I've just discovered that the Borger et al study on the comparative hemodynamics, drew a critical response, and a defense by Borger. The response is "Valve Prostheses Evaluation: It Is a Complex Scenario and Not Only a Matter of Gradient" by Tomaso Bottio, MD, PhD, Vincenzo Tarzia, MD, Giulio Rizzoli, MD, Gino Gerosa, MD of Padua, Italy, free full-text at ats.ctsnetjournals.org/cgi/content/full/annts;86/2/691 . And Borger's defense is at ats.ctsnetjournals.org/cgi/content/full/86/2/691-a#BIB1 .

I've read them, without forming any strong opinions.

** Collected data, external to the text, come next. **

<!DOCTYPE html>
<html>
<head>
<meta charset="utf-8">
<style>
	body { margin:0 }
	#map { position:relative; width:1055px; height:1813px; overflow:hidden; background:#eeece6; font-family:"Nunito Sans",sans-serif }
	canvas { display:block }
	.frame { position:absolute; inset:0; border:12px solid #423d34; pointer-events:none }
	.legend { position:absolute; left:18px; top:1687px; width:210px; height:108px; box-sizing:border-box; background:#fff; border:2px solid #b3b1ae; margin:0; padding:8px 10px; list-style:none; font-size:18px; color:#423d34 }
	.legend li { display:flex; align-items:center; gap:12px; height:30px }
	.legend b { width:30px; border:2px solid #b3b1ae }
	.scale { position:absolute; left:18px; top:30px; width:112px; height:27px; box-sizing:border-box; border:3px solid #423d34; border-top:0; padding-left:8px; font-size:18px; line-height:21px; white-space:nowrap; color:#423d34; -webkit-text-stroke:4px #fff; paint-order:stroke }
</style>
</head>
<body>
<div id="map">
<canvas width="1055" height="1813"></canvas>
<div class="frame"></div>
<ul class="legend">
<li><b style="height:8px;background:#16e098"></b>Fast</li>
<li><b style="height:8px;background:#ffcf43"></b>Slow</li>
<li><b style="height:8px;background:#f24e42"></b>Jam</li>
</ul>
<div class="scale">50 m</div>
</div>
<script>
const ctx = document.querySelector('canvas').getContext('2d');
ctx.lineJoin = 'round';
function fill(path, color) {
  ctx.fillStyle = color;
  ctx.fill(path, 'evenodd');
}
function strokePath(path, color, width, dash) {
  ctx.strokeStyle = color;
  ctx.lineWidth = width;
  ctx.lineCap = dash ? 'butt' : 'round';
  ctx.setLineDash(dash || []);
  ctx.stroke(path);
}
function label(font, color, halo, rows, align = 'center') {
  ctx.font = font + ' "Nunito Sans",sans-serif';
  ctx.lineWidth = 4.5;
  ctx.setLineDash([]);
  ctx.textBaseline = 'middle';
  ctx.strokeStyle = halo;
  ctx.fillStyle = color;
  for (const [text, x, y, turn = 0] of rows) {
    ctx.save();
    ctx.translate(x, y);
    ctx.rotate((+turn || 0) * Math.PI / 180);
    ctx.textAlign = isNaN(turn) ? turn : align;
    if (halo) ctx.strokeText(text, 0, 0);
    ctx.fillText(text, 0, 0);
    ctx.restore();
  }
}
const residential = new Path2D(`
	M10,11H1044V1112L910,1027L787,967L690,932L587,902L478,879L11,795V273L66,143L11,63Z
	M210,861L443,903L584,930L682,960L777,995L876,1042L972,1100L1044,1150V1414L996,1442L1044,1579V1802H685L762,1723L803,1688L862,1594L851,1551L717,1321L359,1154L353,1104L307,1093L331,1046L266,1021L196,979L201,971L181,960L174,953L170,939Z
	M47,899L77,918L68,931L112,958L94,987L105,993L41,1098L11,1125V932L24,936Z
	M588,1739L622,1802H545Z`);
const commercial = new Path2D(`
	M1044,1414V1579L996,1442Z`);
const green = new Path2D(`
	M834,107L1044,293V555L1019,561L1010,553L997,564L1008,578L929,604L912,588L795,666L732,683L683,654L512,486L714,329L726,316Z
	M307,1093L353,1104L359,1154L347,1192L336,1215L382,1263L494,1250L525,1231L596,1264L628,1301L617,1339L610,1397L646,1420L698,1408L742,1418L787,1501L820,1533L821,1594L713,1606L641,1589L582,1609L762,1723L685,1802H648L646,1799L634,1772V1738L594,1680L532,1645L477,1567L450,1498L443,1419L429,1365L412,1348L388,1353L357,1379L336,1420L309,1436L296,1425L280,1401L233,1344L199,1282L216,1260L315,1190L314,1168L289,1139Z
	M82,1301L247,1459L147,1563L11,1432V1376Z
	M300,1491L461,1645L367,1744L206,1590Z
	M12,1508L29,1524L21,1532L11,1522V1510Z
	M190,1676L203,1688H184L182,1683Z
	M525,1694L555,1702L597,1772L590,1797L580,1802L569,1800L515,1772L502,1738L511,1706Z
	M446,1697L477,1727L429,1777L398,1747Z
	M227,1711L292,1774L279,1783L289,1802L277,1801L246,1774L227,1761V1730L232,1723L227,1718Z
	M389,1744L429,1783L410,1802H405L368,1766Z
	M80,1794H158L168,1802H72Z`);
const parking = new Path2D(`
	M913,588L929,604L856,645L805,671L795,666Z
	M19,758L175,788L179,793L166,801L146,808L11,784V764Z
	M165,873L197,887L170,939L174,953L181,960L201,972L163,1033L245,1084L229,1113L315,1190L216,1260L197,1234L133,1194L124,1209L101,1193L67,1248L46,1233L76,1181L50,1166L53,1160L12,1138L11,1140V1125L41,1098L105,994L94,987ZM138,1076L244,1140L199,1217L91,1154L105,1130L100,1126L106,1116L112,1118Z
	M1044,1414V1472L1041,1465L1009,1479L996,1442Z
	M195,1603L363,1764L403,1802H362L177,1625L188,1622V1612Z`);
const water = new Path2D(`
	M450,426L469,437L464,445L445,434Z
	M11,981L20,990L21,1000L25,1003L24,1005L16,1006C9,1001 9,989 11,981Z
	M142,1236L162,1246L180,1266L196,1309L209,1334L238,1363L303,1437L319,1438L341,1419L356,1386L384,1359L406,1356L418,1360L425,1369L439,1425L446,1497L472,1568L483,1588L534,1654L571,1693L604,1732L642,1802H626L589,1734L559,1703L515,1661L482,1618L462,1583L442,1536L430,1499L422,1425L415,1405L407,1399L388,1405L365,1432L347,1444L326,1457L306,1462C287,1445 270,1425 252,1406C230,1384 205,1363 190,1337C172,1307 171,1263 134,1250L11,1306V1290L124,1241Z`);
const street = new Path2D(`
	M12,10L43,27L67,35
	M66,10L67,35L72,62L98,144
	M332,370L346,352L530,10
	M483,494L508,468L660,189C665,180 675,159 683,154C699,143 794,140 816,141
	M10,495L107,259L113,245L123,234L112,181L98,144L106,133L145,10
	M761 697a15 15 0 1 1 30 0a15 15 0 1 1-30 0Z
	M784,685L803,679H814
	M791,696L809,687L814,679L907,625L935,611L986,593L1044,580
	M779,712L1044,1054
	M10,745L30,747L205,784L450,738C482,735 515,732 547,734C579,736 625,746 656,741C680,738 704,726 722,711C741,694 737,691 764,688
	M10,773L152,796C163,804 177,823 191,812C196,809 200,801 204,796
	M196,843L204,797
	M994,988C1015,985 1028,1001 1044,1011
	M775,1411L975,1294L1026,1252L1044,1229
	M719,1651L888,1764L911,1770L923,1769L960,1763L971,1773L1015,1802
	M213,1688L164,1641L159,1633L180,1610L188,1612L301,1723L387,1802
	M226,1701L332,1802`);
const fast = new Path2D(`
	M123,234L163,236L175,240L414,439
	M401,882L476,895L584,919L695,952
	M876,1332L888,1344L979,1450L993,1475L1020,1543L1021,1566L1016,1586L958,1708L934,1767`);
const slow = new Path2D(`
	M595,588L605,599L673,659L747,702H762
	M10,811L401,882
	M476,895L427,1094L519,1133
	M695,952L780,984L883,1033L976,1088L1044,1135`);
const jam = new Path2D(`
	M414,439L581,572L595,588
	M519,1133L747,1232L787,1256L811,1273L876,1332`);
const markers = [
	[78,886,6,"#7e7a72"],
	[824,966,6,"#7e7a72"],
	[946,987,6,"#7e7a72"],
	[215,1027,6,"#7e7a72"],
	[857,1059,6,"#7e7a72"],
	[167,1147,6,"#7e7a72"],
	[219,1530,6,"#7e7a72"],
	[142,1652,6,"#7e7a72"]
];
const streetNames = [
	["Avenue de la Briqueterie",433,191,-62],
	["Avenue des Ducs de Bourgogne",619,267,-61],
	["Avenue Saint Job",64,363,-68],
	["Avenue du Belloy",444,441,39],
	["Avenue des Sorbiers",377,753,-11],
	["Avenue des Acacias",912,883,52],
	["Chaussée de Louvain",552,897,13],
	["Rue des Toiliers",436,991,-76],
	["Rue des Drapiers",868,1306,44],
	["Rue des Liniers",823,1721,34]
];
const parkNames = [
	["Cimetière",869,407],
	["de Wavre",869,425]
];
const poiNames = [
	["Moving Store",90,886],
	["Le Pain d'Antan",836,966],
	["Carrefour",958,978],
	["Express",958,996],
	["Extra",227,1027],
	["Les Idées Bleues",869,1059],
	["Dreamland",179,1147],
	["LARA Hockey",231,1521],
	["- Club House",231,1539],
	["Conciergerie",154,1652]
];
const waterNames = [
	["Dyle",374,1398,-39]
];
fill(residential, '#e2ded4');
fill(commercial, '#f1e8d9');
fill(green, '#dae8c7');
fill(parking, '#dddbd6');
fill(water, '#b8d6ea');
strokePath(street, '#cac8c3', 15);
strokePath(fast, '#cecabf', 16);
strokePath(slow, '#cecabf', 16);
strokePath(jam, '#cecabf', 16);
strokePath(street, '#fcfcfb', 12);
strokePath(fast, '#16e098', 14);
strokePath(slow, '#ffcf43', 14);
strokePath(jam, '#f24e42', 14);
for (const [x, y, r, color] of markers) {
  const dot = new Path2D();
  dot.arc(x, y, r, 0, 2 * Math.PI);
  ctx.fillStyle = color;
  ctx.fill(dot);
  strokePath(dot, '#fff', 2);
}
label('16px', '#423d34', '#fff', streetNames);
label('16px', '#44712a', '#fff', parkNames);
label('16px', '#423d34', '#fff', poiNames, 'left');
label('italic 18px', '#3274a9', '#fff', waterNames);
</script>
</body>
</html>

But one of Borger's comments is directly relevant to my concern (that they measured too soon), in blue in my original post:
"However, we have previously demonstrated that gradients continue to decrease in the first postoperative year only in patients who have received a stentless aortic valve [6]." That's definitely NOT what I was told by a member of my surgical team, when I asked about my wimpy echo-measured effective area of 1.26 cm2 5 days post-AVR. Not sure who I'm betting on, but I sure HOPE my guy is right, and Borger is wrong!